Records for this task section start

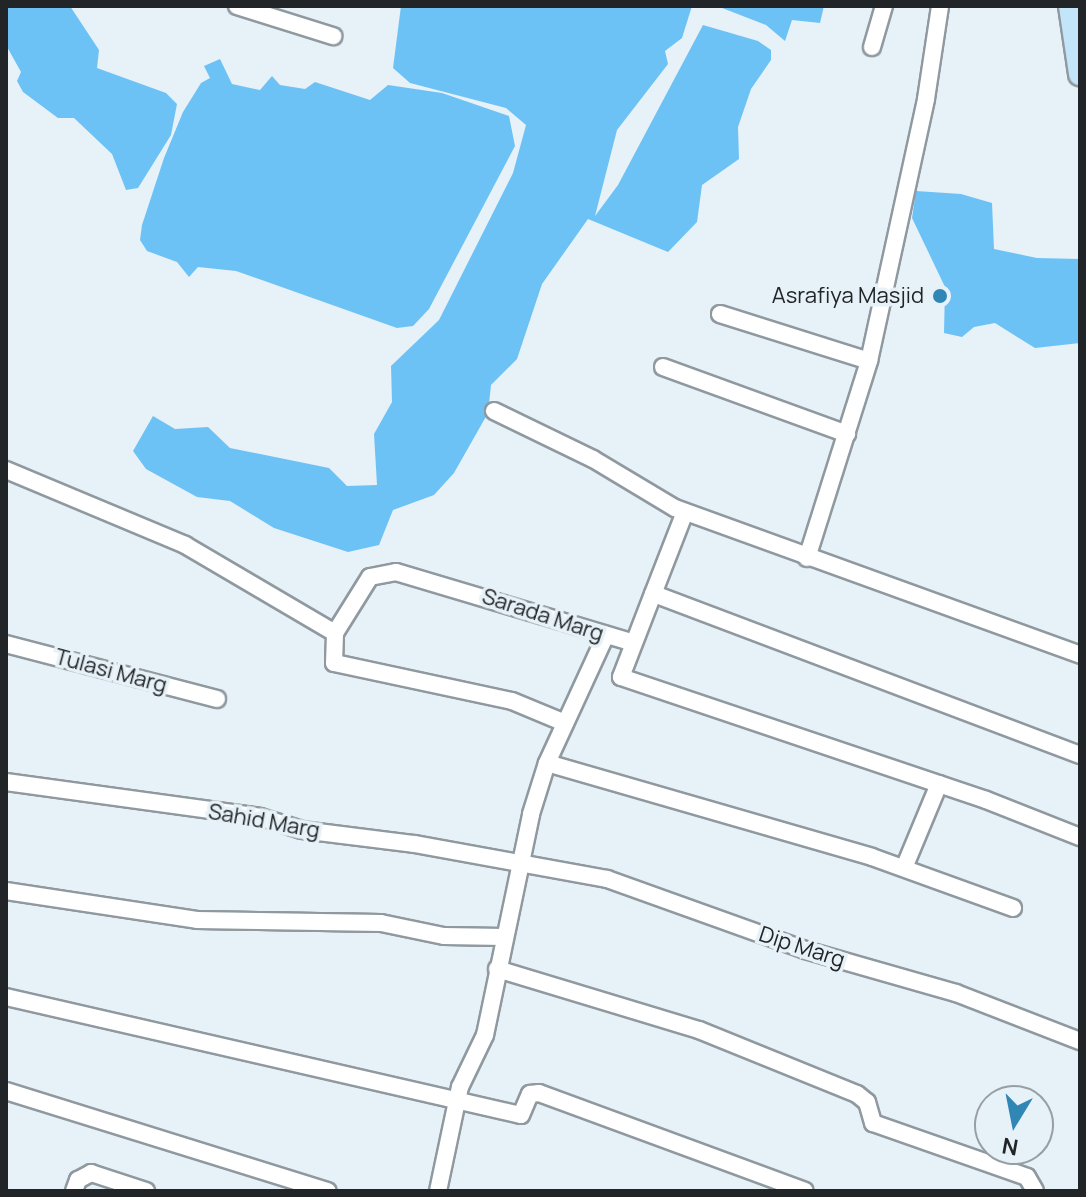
<!DOCTYPE html>
<style>
body{margin:0}
#map{position:relative;width:1086px;height:1197px;overflow:hidden;background:#e7f1f8;font-family:Manrope,sans-serif}
div>[style]{position:absolute}
.water>*{inset:0;background:#6dc2f5}
.roads{filter:drop-shadow(2px 0 #8f999f) drop-shadow(-2px 0 #8f999f) drop-shadow(0 2px #8f999f) drop-shadow(0 -2px #8f999f)}
.minor>*{height:16px;margin:-8px;padding:0 8px;transform-origin:8px;border-radius:8px;background:#fff}
.major>*{height:22px;margin:-11px;padding:0 11px;transform-origin:11px;border-radius:11px;background:#c3e5fa}
.dots>*{width:22px;height:22px;translate:-50% -50%;box-sizing:border-box;border:4px solid #e7f1f8;border-radius:50%}
span{translate:-50% -50%;white-space:nowrap;text-align:center;line-height:1.15;-webkit-text-stroke:7px #e7f1f8;paint-order:stroke}
.poi-label{font-size:22px;color:#212527}
.right{translate:-100% -50%;text-align:right}
.street-label{font-size:22px;color:#212527}
.frame{position:absolute;inset:0;border:8px solid #212527;pointer-events:none}
.north{position:absolute;left:974px;top:1085px;width:80px;height:80px;box-sizing:border-box;background:#e7f1f8;border:2px solid #989fa4;border-radius:50%;rotate:190deg;font-size:22px;font-weight:700;line-height:32px;text-align:center;color:#212527}
.north::after{content:'';display:block;margin:auto;width:28px;height:36px;background:#3086b5;clip-path:polygon(50% 0,100% 100%,50% 72%,0 100%)}
</style>
<div id="map">
<div class="water">
<div style="clip-path:polygon(6px 6px,70px 6px,99px 50px,97px 68px,166px 93px,177px 104px,171px 135px,138px 188px,126px 190px,112px 154px,74px 118px,58px 118px,23px 92px,17px 81px,21px 72px,6px 45px)"></div>
<div style="clip-path:polygon(401px 6px,692px 6px,682px 38px,665px 51px,668px 64px,617px 130px,595px 216px,618px 185px,703px 25px,758px 41px,771px 50px,771px 60px,751px 89px,738px 127px,739px 159px,702px 185px,697px 222px,668px 252px,588px 219px,542px 284px,517px 359px,491px 385px,488px 413px,454px 473px,434px 495px,393px 510px,379px 545px,348px 552px,274px 528px,230px 501px,197px 497px,146px 469px,133px 451px,153px 416px,175px 429px,208px 427px,230px 448px,329px 468px,347px 486px,377px 485px,374px 434px,392px 402px,391px 366px,439px 320px,513px 173px,526px 125px,506px 108px,410px 83px,393px 68px)"></div>
<div style="clip-path:polygon(717px 6px,824px 6px,820px 23px,792px 20px,785px 41px,766px 25px)"></div>
<div style="clip-path:polygon(220px 59px,232px 84px,260px 90px,272px 76px,280px 85px,305px 89px,315px 82px,370px 100px,388px 85px,442px 93px,509px 116px,515px 146px,429px 309px,413px 326px,397px 328px,236px 271px,198px 267px,189px 277px,177px 262px,147px 251px,140px 240px,142px 225px,164px 158px,183px 112px,201px 83px,210px 78px,204px 66px)"></div>
<div style="clip-path:polygon(916px 191px,961px 194px,992px 203px,994px 249px,1037px 258px,1080px 259px,1080px 343px,1035px 348px,995px 323px,974px 327px,962px 337px,944px 333px,945px 287px,912px 218px)"></div>
</div>
<div class="roads">
<div class="minor">
<div style="left:237px;top:6px;width:101px;rotate:17.4deg"></div>
<div style="left:872px;top:47px;width:43px;rotate:-73.7deg"></div>
<div style="left:720px;top:314px;width:156px;rotate:17.5deg"></div>
<div style="left:663px;top:367px;width:196px;rotate:20deg"></div>
<div style="left:494px;top:411px;width:110px;rotate:25.9deg"></div>
<div style="left:593px;top:459px;width:96px;rotate:30.9deg"></div>
<div style="left:675px;top:508px;width:431px;rotate:19.9deg"></div>
<div style="left:6px;top:470px;width:194px;rotate:22.7deg"></div>
<div style="left:185px;top:545px;width:174px;rotate:30.4deg"></div>
<div style="left:807px;top:558px;width:207px;rotate:-72.5deg"></div>
<div style="left:869px;top:361px;width:268px;rotate:-77.7deg"></div>
<div style="left:926px;top:99px;width:94px;rotate:-81.4deg"></div>
<div style="left:653px;top:594px;width:88px;rotate:-68.7deg"></div>
<div style="left:6px;top:644px;width:218px;rotate:14.6deg"></div>
<div style="left:565px;top:723px;width:57px;rotate:-157.5deg"></div>
<div style="left:512px;top:701px;width:182px;rotate:-167.9deg"></div>
<div style="left:334px;top:663px;width:30px;rotate:-88deg"></div>
<div style="left:335px;top:633px;width:66px;rotate:-58deg"></div>
<div style="left:370px;top:577px;width:26px;rotate:-11deg"></div>
<div style="left:396px;top:572px;width:245px;rotate:16.6deg"></div>
<div style="left:1080px;top:755px;width:456px;rotate:-159.3deg"></div>
<div style="left:653px;top:594px;width:89px;rotate:111.1deg"></div>
<div style="left:621px;top:677px;width:385px;rotate:18.6deg"></div>
<div style="left:986px;top:800px;width:101px;rotate:21.5deg"></div>
<div style="left:547px;top:763px;width:338px;rotate:16.1deg"></div>
<div style="left:872px;top:857px;width:150px;rotate:19.9deg"></div>
<div style="left:6px;top:782px;width:256px;rotate:7.8deg"></div>
<div style="left:260px;top:817px;width:44px;rotate:17.2deg"></div>
<div style="left:302px;top:830px;width:114px;rotate:7.1deg"></div>
<div style="left:415px;top:844px;width:195px;rotate:10.3deg"></div>
<div style="left:607px;top:879px;width:210px;rotate:19.7deg"></div>
<div style="left:805px;top:950px;width:157px;rotate:15.9deg"></div>
<div style="left:956px;top:993px;width:133px;rotate:21.2deg"></div>
<div style="left:904px;top:868px;width:91px;rotate:-67.4deg"></div>
<div style="left:6px;top:891px;width:193px;rotate:8.6deg"></div>
<div style="left:197px;top:920px;width:184px;rotate:0.9deg"></div>
<div style="left:381px;top:923px;width:64px;rotate:11.7deg"></div>
<div style="left:444px;top:936px;width:60px;rotate:1deg"></div>
<div style="left:497px;top:969px;width:211px;rotate:16.8deg"></div>
<div style="left:699px;top:1030px;width:170px;rotate:22.1deg"></div>
<div style="left:857px;top:1094px;width:13px;rotate:39deg"></div>
<div style="left:867px;top:1102px;width:22px;rotate:74deg"></div>
<div style="left:873px;top:1123px;width:163px;rotate:19.3deg"></div>
<div style="left:1027px;top:1177px;width:16px;rotate:60deg"></div>
<div style="left:6px;top:997px;width:528px;rotate:12.91deg"></div>
<div style="left:521px;top:1115px;width:23px;rotate:-67deg"></div>
<div style="left:530px;top:1094px;width:9px;rotate:-6deg"></div>
<div style="left:539px;top:1093px;width:283px;rotate:20.2deg"></div>
<div style="left:6px;top:1091px;width:337px;rotate:17.3deg"></div>
<div style="left:74px;top:1191px;width:12px;rotate:-70deg"></div>
<div style="left:78px;top:1180px;width:15px;rotate:-28deg"></div>
<div style="left:91px;top:1173px;width:58px;rotate:18.1deg"></div>
<div style="left:438px;top:1191px;width:106px;rotate:-78.1deg"></div>
<div style="left:460px;top:1087px;width:58px;rotate:-64.3deg"></div>
<div style="left:485px;top:1035px;width:226px;rotate:-78.2deg"></div>
<div style="left:531px;top:814px;width:53px;rotate:-72.6deg"></div>
<div style="left:547px;top:763px;width:141px;rotate:-65.3deg"></div>
</div>
<div class="major">
<div style="left:1070px;top:6px;width:69px;rotate:81.6deg"></div>
</div>
</div>
<div class="dots">
<div style="left:940px;top:296px;background:#3086b5"></div>
</div>
<div class="poi-label">
<span class="right" style="left:924px;top:296px">Asrafiya Masjid</span>
</div>
<div class="street-label">
<span style="left:543px;top:615px;rotate:18deg">Sarada Marg</span>
<span style="left:111px;top:671px;rotate:15deg">Tulasi Marg</span>
<span style="left:264px;top:821px;rotate:10deg">Sahid Marg</span>
<span style="left:802px;top:947px;rotate:18deg">Dip Marg</span>
</div>
<div class="frame"></div>
<div class="north">N</div>
</div>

Records for this task section end

> _What this task involves_: Scan the entries above for the word "margin" and collect each line holding it.

> _Response area_:
body{margin:0}
.minor>*{height:16px;margin:-8px;padding:0 8px;transform-origin:8px;border-radius:8px;background:#fff}
.major>*{height:22px;margin:-11px;padding:0 11px;transform-origin:11px;border-radius:11px;background:#c3e5fa}
.north::after{content:'';display:block;margin:auto;width:28px;height:36px;background:#3086b5;clip-path:polygon(50% 0,100% 100%,50% 72%,0 100%)}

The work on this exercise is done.